Task directions:
Go through the material and copy each line in which the word "cover" shows up.
[[ Source records open ]]
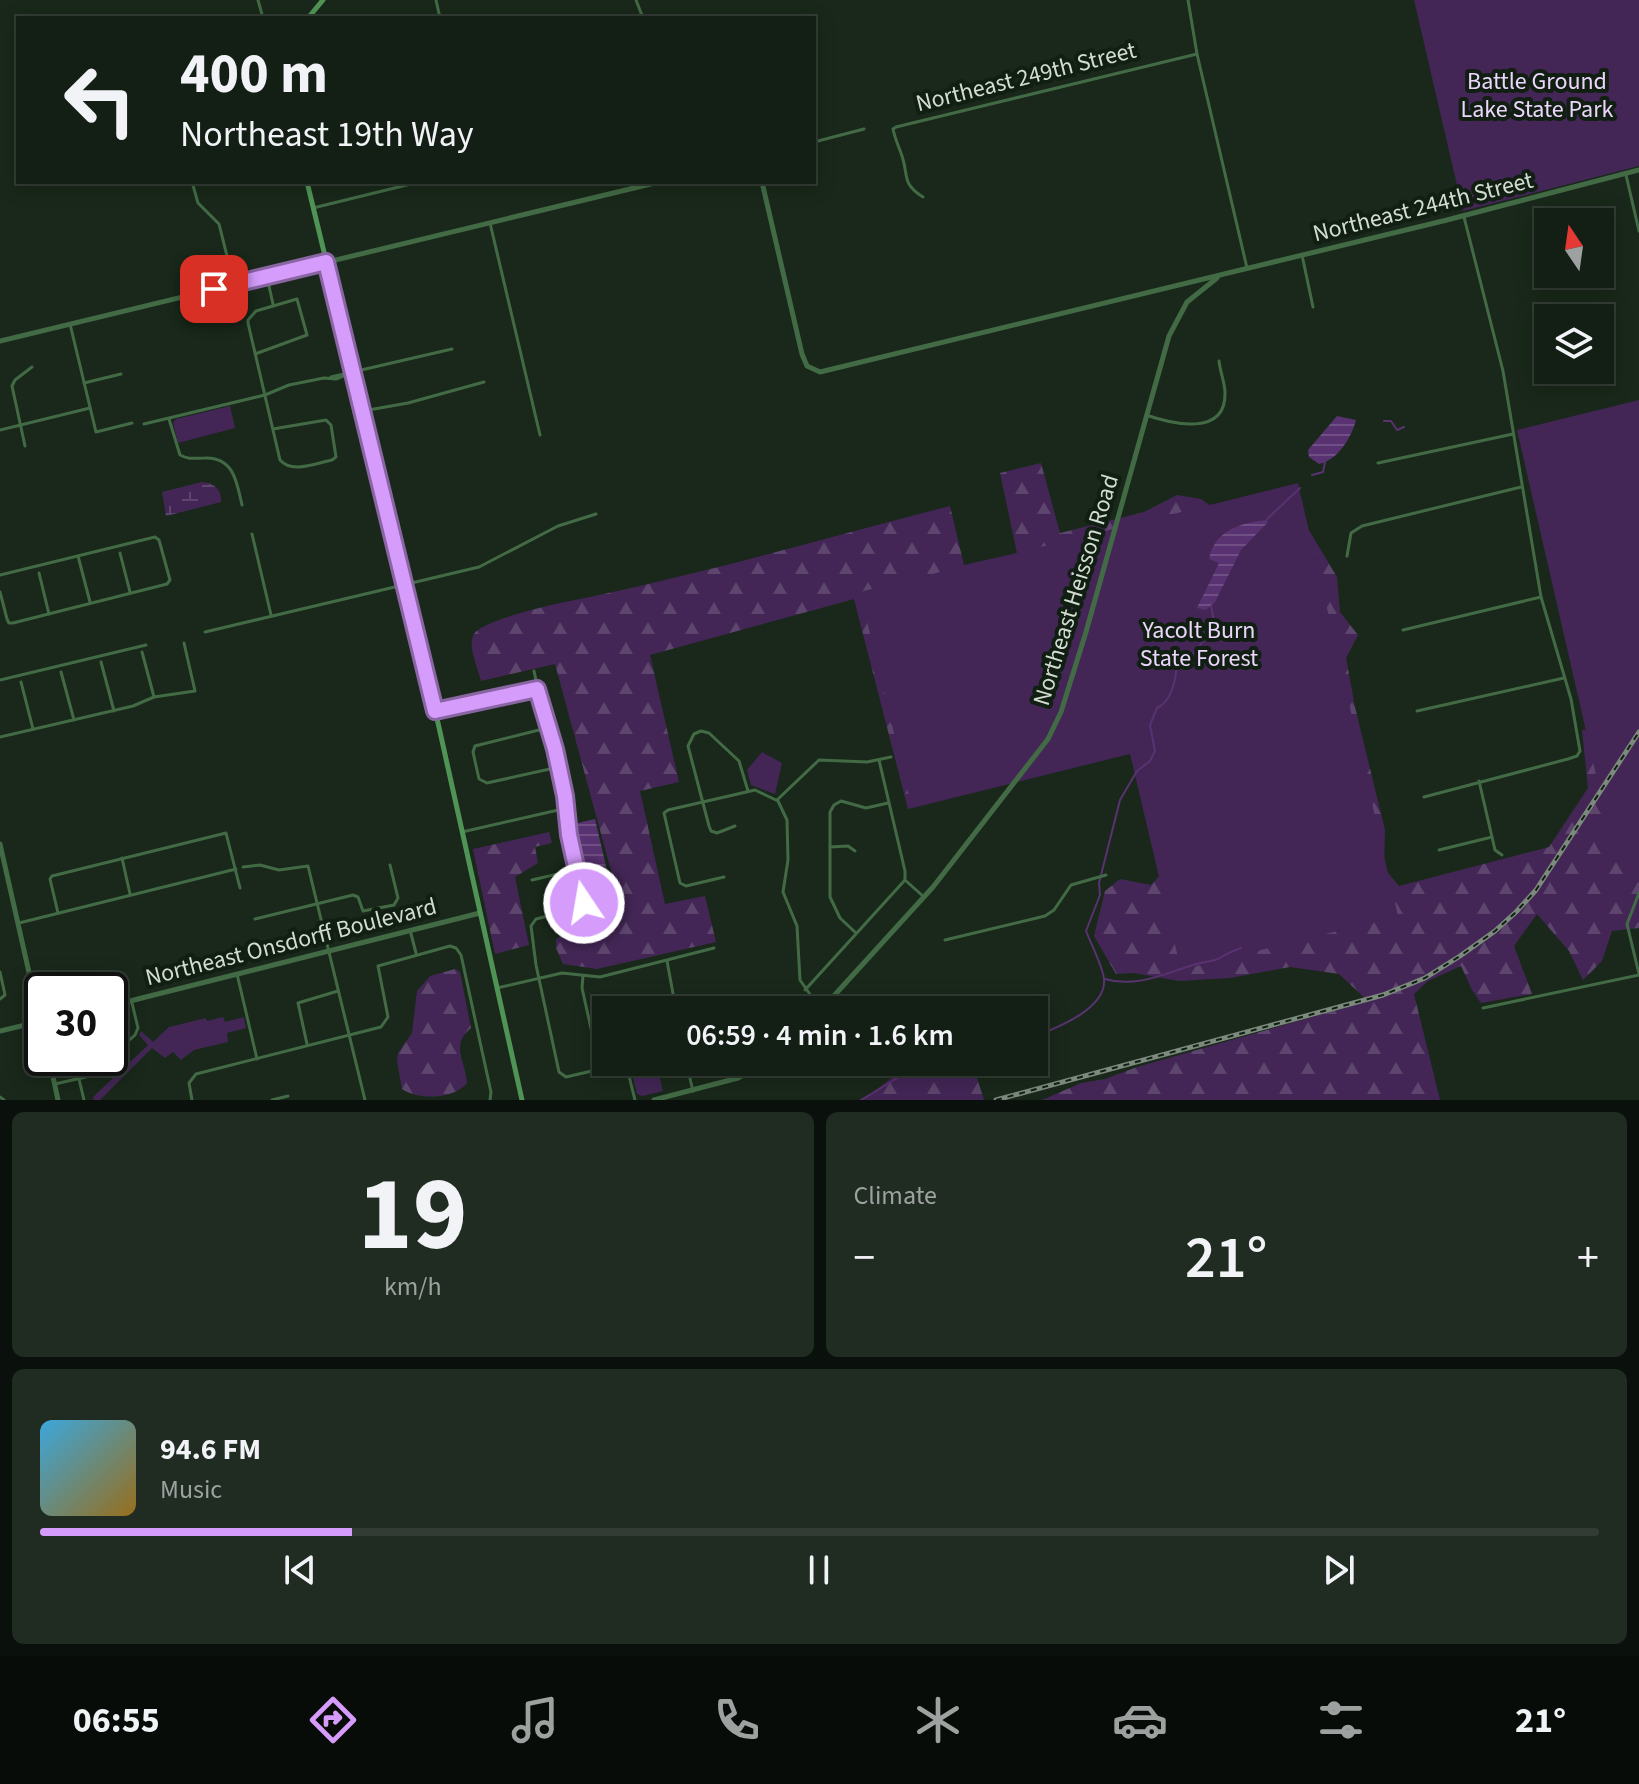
<!DOCTYPE html>
<meta charset="utf-8">
<style>
body{margin:0;font-family:"Source Sans 3",sans-serif;background:#202b22;color:#f1f3f6;height:100vh;display:flex;flex-direction:column;font-size:30px;white-space:nowrap}
*{box-sizing:border-box;margin:0}
p{font-size:26px;color:#9da2a0}
.icon{flex:none;width:44px;height:44px;fill:none;stroke:currentColor;stroke-width:2;stroke-linecap:round;stroke-linejoin:round}
.map{position:relative;height:1100px;overflow:hidden}
.drawer{display:flex;flex-direction:column;gap:12px;padding:12px;background:#0a100b;flex:1}
.drawer>*{flex:none}
.guide{position:absolute;left:16px;top:16px;width:800px;height:168px;border-radius:0px;box-shadow:0 4px 20px #0003,0 0 0 2px #323c34;background:#131e14;color:#f1f3f6;overflow:hidden}
.needle{width:52px;rotate:347deg}
.controls{position:absolute;left:1534px;top:208px;display:grid;gap:16px}
.controls a{display:grid;place-items:center;width:80px;height:80px;border-radius:0px;background:#131e14;box-shadow:0 4px 20px #0003,0 0 0 2px #323c34;font-size:40px}
.speed{position:absolute;left:24px;top:972px;display:flex;gap:16px;font-size:40px;font-weight:700;text-align:center}
.speed>*{display:grid;place-content:center;width:104px;height:104px;border-radius:50%;background:#131e14;box-shadow:0 4px 20px #0003,0 0 0 2px #323c34;line-height:1}
.speed .limit{border:4px solid #111;border-radius:12px;background:#fff;color:#111}
.pin{position:absolute;display:grid;place-items:center;width:68px;height:68px;color:#fff;margin:-34px;border-radius:16px;box-shadow:0 4px 12px #0006}
.me{position:absolute;width:88px;margin:-44px;rotate:348deg;stroke-linejoin:round;filter:drop-shadow(0 0 6px #0008)}
.turn{display:flex;align-items:center;gap:28px;height:168px;padding:0 32px;font-size:36px}
.turn .icon{width:104px;height:104px;stroke-width:2.5}
.turn b{display:block;font-size:56px;line-height:68px}
.big{font-size:60px;font-weight:600;line-height:1.1}
.drawer .card{flex:1;display:flex;flex-direction:column;justify-content:center;gap:12px;min-width:0;padding:0 28px;border-radius:12px;background:#202b22}
.drawer .dial{align-items:center;gap:0}
.dial b{font-size:104px;line-height:1}
.song{display:flex;align-items:center;gap:24px}
.cover{width:96px;height:96px;border-radius:12px;background:linear-gradient(135deg,hsl(200 70% 55%),hsl(40 70% 35%))}
.played{height:8px;border-radius:4px;background:linear-gradient(90deg,#d59cfb 20%,#323c34 20%)}
.keys{display:flex;justify-content:space-around;direction:ltr}
.heat{display:flex;justify-content:space-between;align-items:center;font-size:44px;direction:ltr}
.drawer .tiles{flex:1;display:grid;gap:12px;grid-template-columns:1fr 1fr}
.card:last-child{grid-column:span 2}
.trip{position:absolute;left:592px;top:996px;width:456px;height:80px;border-radius:0px;background:#131e14;box-shadow:0 4px 20px #0003,0 0 0 2px #323c34;font-weight:600;line-height:80px;text-align:center}
.dock{display:flex;height:128px;justify-content:space-around;align-items:center;background:#080c08;color:#9da2a0}
.dock .icon{width:56px;height:56px}
.dock .selected{color:#d59cfb}
.dock b{font-size:36px;color:#f1f3f6}
.map>svg:first-child{display:block}
</style>
<div class="map">
<svg width="1639" height="1100" viewBox="0 0 1639 1100">
<defs>
<pattern id="forest-firs" width="22" height="20" patternUnits="userSpaceOnUse" patternTransform="scale(2)"><rect width="22" height="20" fill="#432656"/><path d="M5 1l3.5 6h-7zM16 11l3.5 6h-7z" fill="#5d456d"/></pattern>
<pattern id="wetland-marsh" width="20" height="14" patternUnits="userSpaceOnUse" patternTransform="scale(2)"><rect width="20" height="14" fill="#432656"/><path d="M1 5h8M5 5V1M11 12h8M15 12V8" fill="none" stroke="#5d456d"/></pattern>
<pattern id="water-rules" width="6" height="5" patternUnits="userSpaceOnUse" patternTransform="scale(2)"><rect width="6" height="5" fill="#593271"/><path d="M0 2.5h6" fill="none" stroke="#704f84"/></pattern>
</defs>
<rect width="100%" height="100%" fill="#19281a"/>
<g fill="url(#forest-firs)">
<path d="M1041 463 1060 533 1144 512 1177 495 1201 499 1214 508 1292 502 1337 577 1340 612 1358 635 1346 658 1355 707 1385 830 1384 868 1399 886 1549 847 1588 788 1582 730 1615 728 1639 698V928L1612 931 1602 961 1583 980 1569 951 1537 914 1514 946 1532 994 1481 1003 1472 990 1461 966 1428 981 1414 994 1440 1100H1042L1081 1083 1105 1079 1137 1067 1368 1001 1339 974 1290 967 1230 978 1179 981 1134 973 1116 974 1094 936 1105 891 1120 879 1151 885 1166 869 1203 747 1051 715 1011 783 908 809 854 599 650 655 679 782 640 791 665 904 705 896 716 942 597 969 563 964 556 948V940L559 937 605 925C625 917 617 895 613 878L555 664 481 681C478 668 467 646 474 634 482 621 549 605 565 602 695 576 822 539 950 506L964 565 1017 553 1000 473Z"/>
<polygon points="549,832 552,843 535,847 538,863 515,877 529,945 495,954 473,849"/>
<path d="M455 969 460 972 471 1028C450 1046 465 1059 467 1083 453 1100 418 1100 402 1089L397 1061 398 1053 412 1033 417 991 430 976Z"/>
<polygon points="629,1062 656,1062 663,1091 642,1096 637,1094"/>
<polygon points="912,1062 972,1062 984,1100 863,1100"/>
</g>
<path fill="url(#wetland-marsh)" d="M202 482C214 483 222 490 221 502L166 516 162 492Z"/>
<g fill="#432656">
<polygon points="1414,0 1639,0 1639,166 1463,211"/>
<polygon points="1639,400 1639,857 1616,862 1517,430"/>
<polygon points="230,406 235,428 178,443 173,423 176,419"/>
<polygon points="1298,483 1398,916 1181,970 1130,754 912,808 860,592"/>
<polygon points="762,752 782,763 775,794 751,785 747,770"/>
<polygon points="223,1017 225,1022 244,1017 246,1028 227,1033 228,1042 194,1050 181,1060 173,1052 165,1058 152,1048 100,1100 94,1100 93,1097 148,1045 139,1035 141,1031 153,1042 169,1027 206,1018 207,1021"/>
</g>
<g fill="url(#water-rules)">
<path d="M1337 416 1356 420C1351 438 1338 460 1319 464L1309 457 1308 450Z"/>
<path d="M1267 520 1268 522 1241 550 1215 602 1206 610 1197 608 1219 563 1209 559C1215 530 1240 523 1267 520Z"/>
<polygon points="595,819 609,879 585,885 573,824"/>
</g>
<g fill="none" stroke-linecap="round" stroke-linejoin="round">
<g stroke="#593271" stroke-width="2">
<polyline points="1384,421 1391,421 1397,430 1404,427"/>
<polyline points="1312,475 1323,472 1325,462"/>
<polyline points="1267,519 1300,488"/>
<path d="M1105 979C1135 988 1164 974 1193 965 1201 962 1211 962 1218 959 1226 954 1232 951 1241 948"/>
<path d="M1034 1037C1056 1028 1107 1009 1104 979 1103 967 1091 944 1086 931L1100 895 1099 883 1120 800 1137 771 1150 761 1155 751 1150 725 1157 708C1172 701 1175 681 1177 666L1185 664 1215 626 1211 606"/>
<polyline points="861,1100 907,1072 933,1062"/>
</g>
<g stroke="#426b45" stroke-width="3">
<polyline points="258,0 263,18"/>
<polyline points="436,0 440,18"/>
<polyline points="636,0 643,18"/>
<polyline points="1188,0 1197,54 1247,268"/>
<polyline points="814,142 864,129"/>
<polyline points="1626,175 1639,231"/>
<polyline points="192,182 198,203 219,224 234,284"/>
<path d="M923 197C901 183 909 176 902 156 899 147 895 139 893 129L896 127 1197 54"/>
<polyline points="313,208 419,182"/>
<polyline points="490,223 540,435"/>
<polyline points="1302,255 1313,307"/>
<polyline points="267,277 273,304"/>
<polyline points="70,324 96,432 132,423"/>
<path d="M255 354 307 335 297 299 256 311 248 320V323L280 460C292 474 316 463 332 460L336 457 331 425 326 420 273 429"/>
<polyline points="331,377 452,349"/>
<polyline points="84,383 121,374"/>
<polyline points="363,411 408,403 484,382"/>
<path d="M1146 415C1172 424 1226 437 1225 393 1225 382 1220 372 1219 361"/>
<path d="M169 419 180 455C189 460 195 458 205 458 234 457 237 483 242 505"/>
<polyline points="144,424 265,395 289,385 324,378 336,379 353,372"/>
<polyline points="0,430 90,408"/>
<polyline points="25,446 12,386 15,380 32,367"/>
<polyline points="1378,463 1513,434"/>
<polyline points="252,534 271,615"/>
<polyline points="120,553 130,592"/>
<polyline points="78,556 90,602"/>
<polyline points="1347,556 1351,533 1362,526 1521,487"/>
<polyline points="39,573 49,614"/>
<polyline points="0,575 155,537 159,540 170,580 167,584 13,623 9,623 7,619 0,592"/>
<polyline points="1403,630 1541,597"/>
<polyline points="205,632 479,567 558,526 596,514"/>
<polyline points="142,652 154,697"/>
<polyline points="101,662 114,711"/>
<polyline points="534,671 544,717 555,749 565,796 569,835 584,899 580,908 536,919 531,926 536,965 559,1072 566,1077 622,1064 627,1068 635,1100"/>
<polyline points="61,672 74,720"/>
<polyline points="0,680 146,645"/>
<polyline points="21,682 33,729"/>
<polyline points="435,711 537,689"/>
<polyline points="1417,711 1564,678"/>
<polyline points="547,728 475,746 473,752 479,779 487,783 559,767"/>
<polyline points="0,737 133,706 154,697 195,691 184,643"/>
<polyline points="879,760 905,871 905,880 924,897"/>
<polyline points="1479,781 1495,850 1502,855"/>
<polyline points="1424,797 1568,759 1577,756 1580,751 1571,699 1541,597 1503,371 1464,217"/>
<polyline points="777,800 819,760 867,762 891,757"/>
<polyline points="735,826 717,833 711,831 709,826 688,746 694,734 701,731 709,733 739,761 748,791"/>
<polyline points="462,832 567,808"/>
<polyline points="830,847 848,846 855,851"/>
<polyline points="1439,850 1492,837"/>
<polyline points="122,858 130,894"/>
<polyline points="243,867 260,865 279,870 308,866 365,1100"/>
<polyline points="724,877 686,886 680,883 664,813 668,810 755,790 778,801 787,820 788,860 783,892 797,926 800,980 821,1010"/>
<polyline points="532,880 575,870"/>
<polyline points="1639,893 1627,924 1639,974"/>
<polyline points="58,913 50,879 52,876 226,833 240,888"/>
<polyline points="255,919 353,895 358,897 363,911 394,905 398,898 390,865"/>
<polyline points="19,923 236,869"/>
<polyline points="410,930 416,953"/>
<polyline points="856,933 840,918 830,897 830,812 834,805 841,801 866,808 888,803"/>
<polyline points="945,940 1045,916 1054,910 1071,885 1106,875"/>
<polyline points="667,961 676,1010"/>
<polyline points="0,972 5,995 0,999"/>
<polyline points="237,974 257,1059"/>
<polyline points="583,976 582,988 600,1069"/>
<polyline points="497,988 562,973 600,977 714,948"/>
<polyline points="805,990 905,880"/>
<polyline points="1483,1008 1639,975"/>
<polyline points="674,1010 725,1000"/>
<polyline points="590,1024 606,1020"/>
<polyline points="307,1044 298,1003 338,991"/>
<polyline points="686,1062 693,1091"/>
<polyline points="79,1079 84,1100"/>
<polyline points="55,1084 90,1076 135,1035 138,1028 132,1003"/>
<polyline points="0,1097 4,1100"/>
<polyline points="192,1100 189,1083 196,1074 381,1027 388,1017 378,966 450,946 456,948 461,955 491,1092 490,1100"/>
<polyline points="272,1100 288,1096"/>
</g>
<g stroke="#426b45" stroke-width="5">
<polyline points="762,182 802,354 807,366 820,372 1447,220 1639,170"/>
<polyline points="0,341 659,182"/>
<polyline points="0,844 42,1030"/>
<polyline points="110,1006 480,913"/>
<polyline points="821,1010 933,887 1048,739 1061,712 1086,632 1169,336 1187,302 1217,278"/>
<polyline points="0,1031 42,1021"/>
<polyline points="49,1058 58,1100"/>
<polyline points="654,1100 738,1078 767,1062"/>
</g>
<g stroke="#4f9456" stroke-width="5">
<polyline points="308,18 323,0"/>
<polyline points="307,182 432,696 522,1100"/>
</g>
<defs>
<polyline id="rail" points="996,1100 1383,995 1425,978 1460,956 1495,931 1516,912 1536,890 1639,732"/>
</defs>
<use href="#rail" stroke="#7c897d" stroke-width="5"/>
<use href="#rail" stroke="#101f11" stroke-width="2" stroke-dasharray="6" stroke-linecap="butt"/>
</g>
<g fill="none" stroke-linecap="round" stroke-linejoin="round">
<defs>
<polyline id="route" points="214,289 326,262 435,711 537,689 555,749 565,796 569,835 584,903"/>
</defs>
<use href="#route" stroke="#8a65a3" stroke-width="20"/>
<use href="#route" stroke="#d59cfb" stroke-width="14"/>
</g>
<g text-anchor="middle" dominant-baseline="central" stroke-width="8" stroke-linejoin="round" paint-order="stroke">
<g font-size="24" fill="#d2dcd2" stroke="#101f11">
<text transform="translate(1026 77) rotate(-14)">Northeast 249th Street</text>
<text transform="translate(1423 207) rotate(-14)">Northeast 244th Street</text>
<text transform="translate(1076 590) rotate(-73)">Northeast Heisson Road</text>
<text transform="translate(291 942) rotate(-14)">Northeast Onsdorff Boulevard</text>
</g>
<g font-size="24" fill="#ecd6fc" stroke="#101f11">
<text x="1537" y="81">Battle Ground<tspan x="1537" dy="28">Lake State Park</tspan></text>
<text x="1199" y="630">Yacolt Burn<tspan x="1199" dy="28">State Forest</tspan></text>
</g>
</g>
</svg>
<div class="controls">
<a><svg class="needle" viewBox="-14 -14 28 28"><path d="M0-13l5 13h-10z" fill="#e53935"/><path d="M0 13l5-13h-10z" fill="#9da2a0"/></svg></a>
<a><svg class="icon" aria-label="layers" viewBox="0 0 24 24"><path d="M12 4l9 5-9 5-9-5zM3 14l9 5 9-5"/></svg></a>
</div>
<div class="speed"><div class="limit">30</div></div>
<div class="pin" style="left:214px;top:289px;background:#d93025"><svg class="icon" aria-label="arrive" viewBox="0 0 24 24"><path d="M6 21V4h12l-3 4 3 4H6"/></svg></div>
<svg class="me" style="left:584px;top:903px" viewBox="-20 -20 40 40"><circle r="17" fill="#d59cfb" stroke="#fff" stroke-width="3"/><path d="M0-11L8 9 0 5-8 9z" fill="#fff"/></svg>
<div class="trip">06:59 · 4 min · 1.6 km</div>
<div class="guide">
<div class="turn"><svg class="icon" aria-label="left" viewBox="0 0 24 24"><path d="M17 20v-9H6M10 6l-5 5 5 5"/></svg><div><b>400 m</b>Northeast 19th Way</div></div>
</div>
</div>
<section class="drawer">
<div class="tiles">
<div class="card dial"><b>19</b><p>km/h</p></div>
<div class="card"><p>Climate</p>
<div class="heat"><a>−</a><b class="big">21°</b><a>+</a></div>
</div>
<div class="card">
<div class="song"><i class="cover"></i><div><b>94.6 FM</b><p>Music</p></div></div>
<div class="played"></div>
<div class="keys"><svg class="icon" aria-label="previous" viewBox="0 0 24 24"><path d="M18 5L8 12l10 7zM5 5v14"/></svg><svg class="icon" aria-label="pause" viewBox="0 0 24 24"><path d="M8 5v14M16 5v14"/></svg><svg class="icon" aria-label="next" viewBox="0 0 24 24"><path d="M6 5l10 7-10 7zM19 5v14"/></svg></div>
</div>
</div>
</section>
<nav class="dock">
<b>06:55</b>
<svg class="icon selected" aria-label="directions" viewBox="0 0 24 24"><path d="M12 3l9 9-9 9-9-9zM9 14v-3h6M13 9l2 2-2 2"/></svg>
<svg class="icon" aria-label="music" viewBox="0 0 24 24"><path d="M9 18V5l10-2v13"/><circle cx="6" cy="18" r="3"/><circle cx="16" cy="16" r="3"/></svg>
<svg class="icon" aria-label="phone" viewBox="0 0 24 24"><path d="M5 4h4l2 5-3 2q2 4 5 5l2-3 5 2v4C11 20 4 13 5 4z"/></svg>
<svg class="icon" aria-label="climate" viewBox="0 0 24 24"><path d="M12 3v18M4 7l16 10M4 17L20 7"/></svg>
<svg class="icon" aria-label="car" viewBox="0 0 24 24"><path d="M5 17H2v-5l4-1 3-4h7l3 4 3 1v5h-3M9 17h6M6 11h13"/><circle cx="7" cy="17" r="2"/><circle cx="17" cy="17" r="2"/></svg>
<svg class="icon" aria-label="filters" viewBox="0 0 24 24"><path d="M4 7h16M4 17h16"/><circle cx="9" cy="7" r="2"/><circle cx="15" cy="17" r="2"/></svg>
<b>21°</b>
</nav>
[[ Source records closed ]]
Response for this exercise:
.cover{width:96px;height:96px;border-radius:12px;background:linear-gradient(135deg,hsl(200 70% 55%),hsl(40 70% 35%))}
<div class="song"><i class="cover"></i><div><b>94.6 FM</b><p>Music</p></div></div>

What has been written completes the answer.